Court Rejects Challenges to EPA’s More Stringent Air Pollution Standards

The U.S. Court of Appeals for the District of Columbia Circuit on July 7 ruled that EPA complied with section 107(d) of the Clean Air Act when it designated 225 counties or partial counties as “nonattainment” for air quality standard applicable to fine particulate matter, also known as soot.

In consolidated petitions, several states, cities, counties and industry groups challenged EPA’s promulgation of area designations for the annual national ambient air quality standard applicable to fine particulate matter, a category of air pollutants consisting of miniscule airborne particles known to cause adverse health risks. These groups claimed that EPA’s methodology for designating areas as “nonattainment” for the fine particulate matter standard violates the Clean Air Act, which governs such designations, and that the methodology and the individual designations it produced are “arbitrary and capricious.”

The petitioners asked the court to vacate the nonattainment designations and to send EPA back to the drawing board.

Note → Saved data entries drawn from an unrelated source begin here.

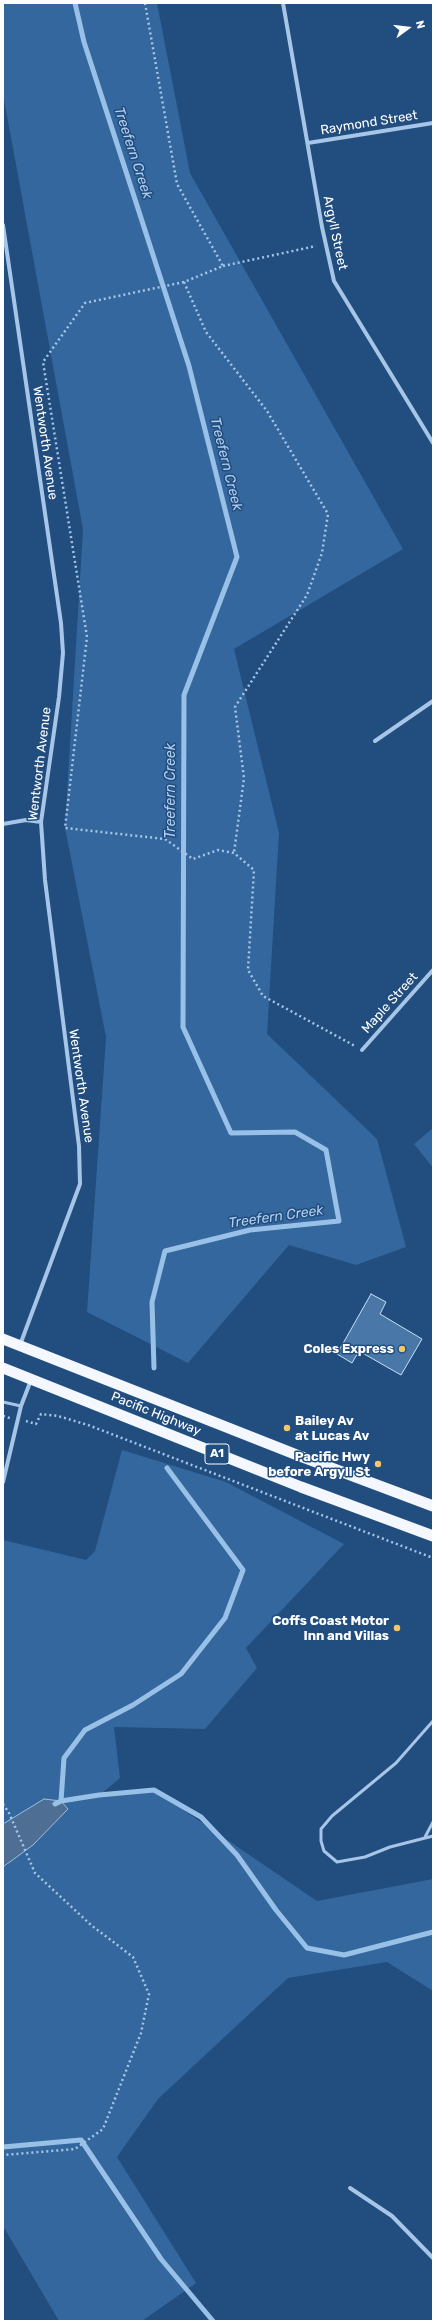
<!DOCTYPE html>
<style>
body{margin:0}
#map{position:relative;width:436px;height:2324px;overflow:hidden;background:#214d7f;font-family:Rubik,sans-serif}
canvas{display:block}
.frame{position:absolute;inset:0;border:4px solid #fff;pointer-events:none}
.north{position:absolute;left:388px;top:8px;width:40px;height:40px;-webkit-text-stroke:3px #214d7f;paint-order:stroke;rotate:75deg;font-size:11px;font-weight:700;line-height:16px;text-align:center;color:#fff}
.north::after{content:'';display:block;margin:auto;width:14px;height:18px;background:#fff;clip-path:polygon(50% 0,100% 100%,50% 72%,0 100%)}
</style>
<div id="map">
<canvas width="436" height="2324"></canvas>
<div class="frame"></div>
<div class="north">N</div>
</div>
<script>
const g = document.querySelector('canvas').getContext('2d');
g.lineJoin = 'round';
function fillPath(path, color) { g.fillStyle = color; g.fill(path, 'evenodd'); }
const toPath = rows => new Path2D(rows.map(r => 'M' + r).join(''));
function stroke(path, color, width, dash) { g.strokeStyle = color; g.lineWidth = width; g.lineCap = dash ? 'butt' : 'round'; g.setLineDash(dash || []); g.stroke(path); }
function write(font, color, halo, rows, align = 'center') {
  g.font = font + ' Rubik,sans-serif'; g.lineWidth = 3; g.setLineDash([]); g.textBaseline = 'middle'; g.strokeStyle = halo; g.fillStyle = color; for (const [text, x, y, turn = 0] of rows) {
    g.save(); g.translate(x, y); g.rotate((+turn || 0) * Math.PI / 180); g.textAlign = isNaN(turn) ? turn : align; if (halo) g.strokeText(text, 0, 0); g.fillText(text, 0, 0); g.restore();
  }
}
fillPath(toPath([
 [3,3,157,3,190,173,403,549,234,649,279,833,267,1034,377,1139,406,1247,356,1265,289,1245,188,1363,87,1312,106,1037,65,828,83,529,3,94],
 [433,1128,433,1168,414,1144],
 [122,1450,226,1482,344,1544,246,1648,257,1668,205,1729,114,1727,120,1778,100,1795,154,1790,317,1901,433,1879,433,1991,387,1962,288,1978,158,2099,117,2157,196,2283,142,2321,59,2321,3,2226,3,1867,8,1865,44,1799,3,1824,3,1540,86,1560,95,1551]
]), '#34679d');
const water = toPath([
 [44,1799,61,1801,68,1809,33,1845,3,1867,3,1824,44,1799]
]);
fillPath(water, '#4e6e93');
stroke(water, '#99c1e8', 1);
stroke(toPath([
 [75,3,84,42,189,366,237,557,184,695,183,1027,231,1133,295,1132,326,1150,339,1221,250,1230,165,1251,152,1302,154,1368],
 [61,1801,64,1758,85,1730,133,1705,181,1674,225,1618,243,1570,167,1468],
 [55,1804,61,1801,99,1795,154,1790,201,1817,237,1855,276,1910,307,1948,344,1955,433,1932],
 [3,2147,81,2140,161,2259,213,2321]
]), '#99c1e8', 5);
const building = toPath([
 [371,1294,386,1302,380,1314,422,1339,401,1375,359,1351,352,1363,337,1354,371,1294]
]);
fillPath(building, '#4977a8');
stroke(building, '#c9dff6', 1);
stroke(toPath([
 [145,3,177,184,223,266,184,282,85,303,43,362,87,637,65,828,165,839,193,859,218,850,234,853,254,870,248,970,263,996,355,1046],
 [223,266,316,246],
 [184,282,206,332,267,411,328,514,322,553,307,595,235,707,244,778,234,853],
 [3,1416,10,1418],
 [26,1421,36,1424,41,1414,58,1416,88,1425,433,1558],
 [3,1804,9,1813,35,1873,91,1925,133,1957,149,1994,141,2033,103,2129,75,2149,3,2155]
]), '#a6c5e7', 2.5, [2, 3]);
stroke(toPath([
 [3,1402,21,1406],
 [433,1721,396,1763,332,1816,321,1829,321,1841,324,1851,337,1862,365,1857,390,1847,433,1836],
 [425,1837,433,1822]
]), '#a6c5e7', 3);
stroke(toPath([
 [283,3,322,227,334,281,433,443],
 [308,143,433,123],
 [3,225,61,623,63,653,59,697,41,822,45,880,79,1146,80,1184,20,1345],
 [375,741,433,701],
 [3,824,26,820,41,822],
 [362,1050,433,970],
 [3,1482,21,1406,31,1380],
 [350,2188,392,2216,433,2258]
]), '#a6c5e7', 4);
stroke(toPath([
 [3,1339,297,1455,433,1506],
 [3,1368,301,1487,433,1536]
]), '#f4f8fe', 11);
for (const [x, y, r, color] of [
 [402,1349,4,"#f4c667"],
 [287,1428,4,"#f4c667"],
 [378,1464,4,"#f4c667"],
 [397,1628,4,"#f4c667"]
]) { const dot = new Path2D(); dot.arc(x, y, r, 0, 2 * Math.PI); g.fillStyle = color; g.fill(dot); stroke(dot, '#214d7f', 1.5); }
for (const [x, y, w] of [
 [217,1454,24]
]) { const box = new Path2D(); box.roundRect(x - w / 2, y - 10, w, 20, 3); g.fillStyle = '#214d7f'; g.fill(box); stroke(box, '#fff', 1); }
write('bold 12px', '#fff', null, [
 ["A1",217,1454]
]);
write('13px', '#fff', '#214d7f', [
 ["Raymond Street",369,123,-9],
 ["Argyll Street",335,233,78],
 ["Wentworth Avenue",45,443,82],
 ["Wentworth Avenue",40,764,-83],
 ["Maple Street",390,1003,-48],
 ["Wentworth Avenue",81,1086,82],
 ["Pacific Highway",156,1414,22]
]);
write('bold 13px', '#fff', '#214d7f', [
 ["Coles Express",394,1349],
 ["Bailey Av",295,1421,"left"],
 ["at Lucas Av",295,1436,"left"],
 ["Pacific Hwy",370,1457],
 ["before Argyll St",370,1472],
 ["Coffs Coast Motor",389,1621],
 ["Inn and Villas",389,1636]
], 'right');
write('italic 14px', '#b1cfef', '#214d7f', [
 ["Treefern Creek",133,153,72],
 ["Treefern Creek",226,464,76],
 ["Treefern Creek",171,791,-90],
 ["Treefern Creek",276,1217,-8]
]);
</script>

“With one minor exception, we deny the petitions for review,” the court ruled. “Faced with the complex task of identifying those geographic areas that contribute to fine particulate matter pollution, EPA both complied with the statute and, for all but one of the 225 counties or partial counties it designated as nonattainment, satisfied – indeed, quite often surpassed – its basic obligation of reasoned decision-making.”